Sure, my involvement in the Internet Potter microcosm hasn’t always been a perfect experience—my distracted choice to isolate myself completely from my high school clique, while a mostly healthy decision, left me feeling lonely and misunderstood during the school day-- but by choosing to suffer social exile, I broke free from the paradigm of the middle class white kids, and exposed myself to people from all different backgrounds, sexual orientations, and ideologies. I learned that two people who appear totally different on the outside can have in common their love for a piece of literature, and that, just as Jo Rowling teaches, love should always win over hate.
The lessons of acceptance and the commonality of the human experience that Harry, Ron and Hermione encounter over the course of the series correlate directly to my life. I started high school as an Abercrombie-clad fake, associating myself only with the people who looked exactly like me and forced themselves into molds, and because of a book, I left my graduation ceremony with a career, friends across the globe who care more deeply about my soul than about my clothes, and the knowledge that a belief in truth can always beat out evil at the end of the day.
Through my experiences with Harry Potter, I will never be able to approach a piece of literature passively.
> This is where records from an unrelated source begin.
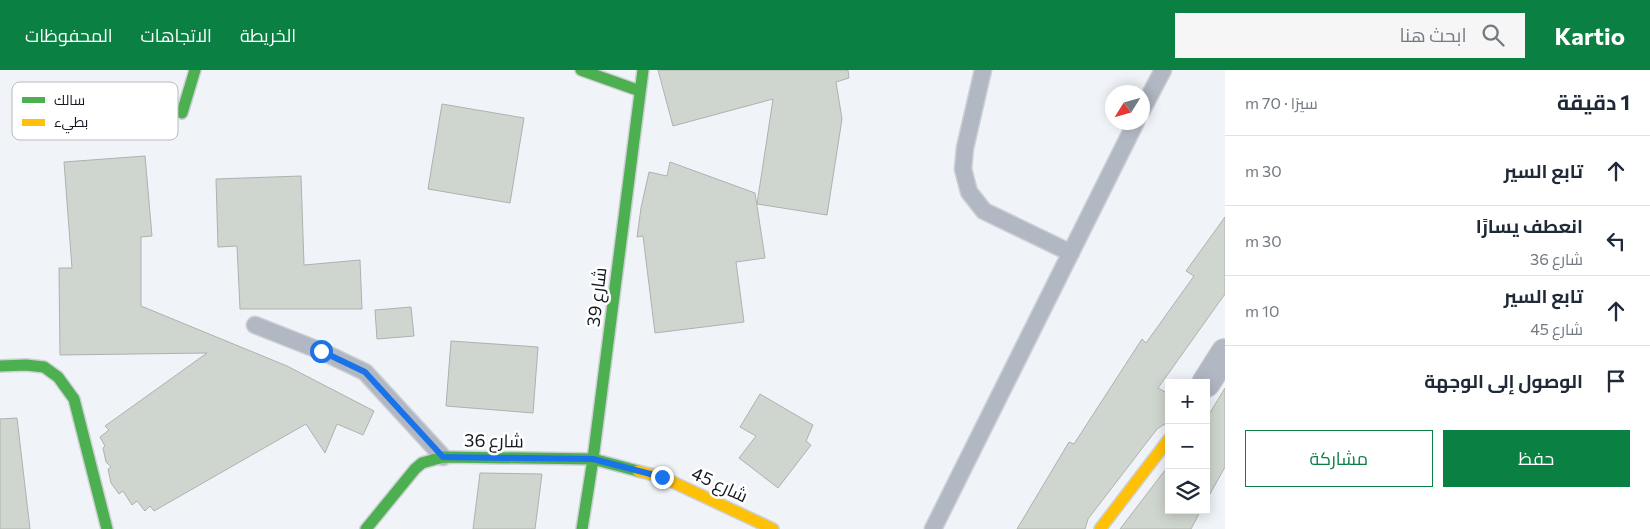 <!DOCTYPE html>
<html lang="ar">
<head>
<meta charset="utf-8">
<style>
  body { margin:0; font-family:Commissioner,Cairo,sans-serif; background:#f6f6f7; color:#1f2937; direction:rtl }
  .controls { position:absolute; right:15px; bottom:15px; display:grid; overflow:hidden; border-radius:0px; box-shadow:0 2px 12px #0003 }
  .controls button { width:45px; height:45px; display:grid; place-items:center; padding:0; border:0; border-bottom:1px solid #e0e1e3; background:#fff; color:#1f2937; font:25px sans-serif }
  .compass { position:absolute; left:1105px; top:15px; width:45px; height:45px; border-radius:50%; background:#fff; box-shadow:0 2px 12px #0003; rotate:233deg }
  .stop { position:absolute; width:15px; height:15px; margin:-11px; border:4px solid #1a73e8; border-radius:50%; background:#fff }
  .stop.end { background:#1a73e8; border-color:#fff; box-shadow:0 1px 5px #0008 }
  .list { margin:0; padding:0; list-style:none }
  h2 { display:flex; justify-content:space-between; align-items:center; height:65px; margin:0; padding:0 20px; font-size:21px }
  h2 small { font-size:16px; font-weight:400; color:#747a83 }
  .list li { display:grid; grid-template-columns:32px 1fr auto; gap:15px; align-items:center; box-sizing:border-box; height:70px; padding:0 20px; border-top:1px solid #e0e1e3 }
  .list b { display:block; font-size:19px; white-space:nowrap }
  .list p { margin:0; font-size:16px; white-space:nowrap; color:#747a83 }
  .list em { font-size:16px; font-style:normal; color:#747a83 }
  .actions { display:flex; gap:10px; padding:15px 20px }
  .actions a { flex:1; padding:11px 0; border:1px solid #0b8043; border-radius:0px; text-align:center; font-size:18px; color:#0b8043 }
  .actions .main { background:#0b8043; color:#fff }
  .icon { flex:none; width:28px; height:28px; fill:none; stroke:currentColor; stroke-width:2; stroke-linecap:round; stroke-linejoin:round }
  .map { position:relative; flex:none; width:1225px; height:459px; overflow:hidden; direction:ltr }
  header { display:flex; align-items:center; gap:30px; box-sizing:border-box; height:70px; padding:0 25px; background:#0b8043; color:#fff }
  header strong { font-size:24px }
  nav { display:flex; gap:28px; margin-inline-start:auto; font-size:18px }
  .search { width:350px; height:45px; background:#f6f6f7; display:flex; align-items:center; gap:12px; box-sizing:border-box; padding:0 18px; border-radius:0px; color:#747a83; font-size:19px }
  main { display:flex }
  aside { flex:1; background:#fff }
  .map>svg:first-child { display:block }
  .building { fill:#cfd5cf; stroke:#aeb2af }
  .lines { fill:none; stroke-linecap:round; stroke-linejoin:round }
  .lane-casing { stroke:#cdd0d5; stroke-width:19 }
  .street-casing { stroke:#cdd0d5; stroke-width:30 }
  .fast-casing { stroke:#cdd0d5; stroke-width:14 }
  .slow-casing { stroke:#cdd0d5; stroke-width:14 }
  .lane { stroke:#b1b8c3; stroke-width:16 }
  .street { stroke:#b1b8c3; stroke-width:28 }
  .fast { stroke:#4caf50; stroke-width:11 }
  .slow { stroke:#ffc107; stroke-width:11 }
  .route { stroke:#1a73e8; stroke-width:6 }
  .labels { text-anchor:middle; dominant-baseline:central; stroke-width:5; stroke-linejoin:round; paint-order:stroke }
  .street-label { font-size:18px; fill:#131820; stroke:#fff }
  .key { fill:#fff; stroke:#b8babc; stroke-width:1 }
  .key-label { font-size:14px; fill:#131820 }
</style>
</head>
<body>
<header>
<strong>Kartio</strong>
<div class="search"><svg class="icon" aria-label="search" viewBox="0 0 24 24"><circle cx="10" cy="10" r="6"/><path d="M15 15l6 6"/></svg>ابحث هنا</div>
<nav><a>الخريطة</a><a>الاتجاهات</a><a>المحفوظات</a></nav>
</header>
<main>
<aside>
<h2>1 دقيقة<small>سيرًا · 70 m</small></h2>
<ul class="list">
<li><svg class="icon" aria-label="ahead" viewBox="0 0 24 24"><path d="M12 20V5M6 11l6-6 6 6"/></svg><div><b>تابع السير</b></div><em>30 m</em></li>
<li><svg class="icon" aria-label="left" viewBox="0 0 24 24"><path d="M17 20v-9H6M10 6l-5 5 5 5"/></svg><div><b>انعطف يسارًا</b><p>شارع 36</p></div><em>30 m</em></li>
<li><svg class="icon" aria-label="ahead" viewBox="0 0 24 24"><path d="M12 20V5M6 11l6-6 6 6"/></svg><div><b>تابع السير</b><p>شارع 45</p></div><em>10 m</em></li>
<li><svg class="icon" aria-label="arrive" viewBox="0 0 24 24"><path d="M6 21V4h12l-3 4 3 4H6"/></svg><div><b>الوصول إلى الوجهة</b></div></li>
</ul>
<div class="actions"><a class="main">حفظ</a><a>مشاركة</a></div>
</aside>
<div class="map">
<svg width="1225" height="459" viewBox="0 0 1225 459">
  <rect width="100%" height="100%" fill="#f0f3f8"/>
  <path class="building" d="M 658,0 L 848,0 L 849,8 L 836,12 L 842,49 L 827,145 L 757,134 L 773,29 L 673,56 Z
    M 442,34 L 524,48 L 510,133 L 428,119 Z
    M 145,86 L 152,166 L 141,167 L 141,236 L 287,296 L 374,341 L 363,365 L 337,354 L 325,383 L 306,354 L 154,441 L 150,436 L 145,441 L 137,431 L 132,435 L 123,421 L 119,424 L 111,413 L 108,399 L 111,397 L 106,392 L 103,378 L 105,376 L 100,367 L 109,360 L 105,356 L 207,283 L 60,285 L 59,198 L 72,198 L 64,92 Z
    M 670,92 L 755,123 L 765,188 L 736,192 L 744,252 L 655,263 L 643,166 L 637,167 L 641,138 L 649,102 L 667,106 Z
    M 301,106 L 304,195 L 360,190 L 362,239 L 240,239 L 237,176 L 218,177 L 216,109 Z
    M 1225,147 L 1225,224 L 1158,318 L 1169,324 L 1169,354 L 1163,355 L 1157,359 L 1088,449 L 1085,459 L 1017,459 L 1069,372 L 1074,374 L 1142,269 L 1146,273 L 1194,206 L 1186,201 Z
    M 411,237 L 414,266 L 377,269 L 375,240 Z
    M 451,271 L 538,277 L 533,343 L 446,336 Z
    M 1225,318 L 1225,397 L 1206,431 L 1206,346 L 1208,346 Z
    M 760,324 L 813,355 L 806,371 L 811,375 L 778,418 L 739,388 L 756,366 L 740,357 Z
    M 17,348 L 30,459 L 0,459 L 0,349 Z
    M 1169,395 L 1169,440 L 1201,440 L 1191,459 L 1120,459 Z
    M 480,403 L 542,404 L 535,459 L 473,459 Z"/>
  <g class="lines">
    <g class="lane-casing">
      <path id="lane" d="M 983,0 L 965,78 L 963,99 L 969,122 L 984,141 L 1071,183
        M 1142,40 L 1163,0
        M 255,255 L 321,281 L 365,302 L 443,387
        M 933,459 L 1136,52"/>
    </g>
    <g class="street-casing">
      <path id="street" d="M 1206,313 L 1225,283"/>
    </g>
    <g class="fast-casing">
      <path id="fast" d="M 581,0 L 640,21
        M 182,43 L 195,0
        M 0,296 L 26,295 L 44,297 L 58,307 L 74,329 L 107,459
        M 366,459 L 415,399 L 422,393 L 443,387 L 593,389 L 638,401
        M 582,459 L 593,389 L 643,0"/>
    </g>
    <g class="slow-casing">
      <path id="slow" d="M 638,401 L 662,407 L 773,459
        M 1100,459 L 1169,369"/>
    </g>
    <use href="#lane" class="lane"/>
    <use href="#street" class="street"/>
    <use href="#fast" class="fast"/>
    <use href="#slow" class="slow"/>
  </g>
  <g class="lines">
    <path class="route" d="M 321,281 L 365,302 L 443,387 L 593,389 L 662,407"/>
  </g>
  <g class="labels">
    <g class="street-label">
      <text transform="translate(596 227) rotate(-83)">شارع 39</text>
      <text transform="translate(494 370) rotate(1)">شارع 36</text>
      <text transform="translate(720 414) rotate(25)">شارع 45</text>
    </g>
  </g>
  <rect x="12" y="12" width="166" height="58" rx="8" class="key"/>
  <rect x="22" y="27" width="23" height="6" fill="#4caf50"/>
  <rect x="22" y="49" width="23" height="7" fill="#ffc107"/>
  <g class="key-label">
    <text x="54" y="35">سالك</text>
    <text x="54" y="57">بطيء</text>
  </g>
</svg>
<div class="controls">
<button>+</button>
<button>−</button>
<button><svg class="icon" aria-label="layers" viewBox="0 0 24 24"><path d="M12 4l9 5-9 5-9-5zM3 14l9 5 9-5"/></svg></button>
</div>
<svg class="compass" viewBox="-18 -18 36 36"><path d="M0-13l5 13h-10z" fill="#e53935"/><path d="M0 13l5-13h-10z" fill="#747a83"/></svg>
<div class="stop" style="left:321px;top:281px"></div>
<div class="stop end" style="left:662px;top:407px"></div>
</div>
</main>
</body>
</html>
I find it hard to criticize popular authors***, because what is often written off as a children’s fantasy story is directly responsible for my real life growth as a young adult. Books have the potential to radically transform people, and after seeing this firsthand, I can’t help but long to be a part of such a change in someone else’s life. My mother sensed my passion for literature from the picture book days, and I will forever be grateful to Jo Rowling for exposing just how important this passion can be.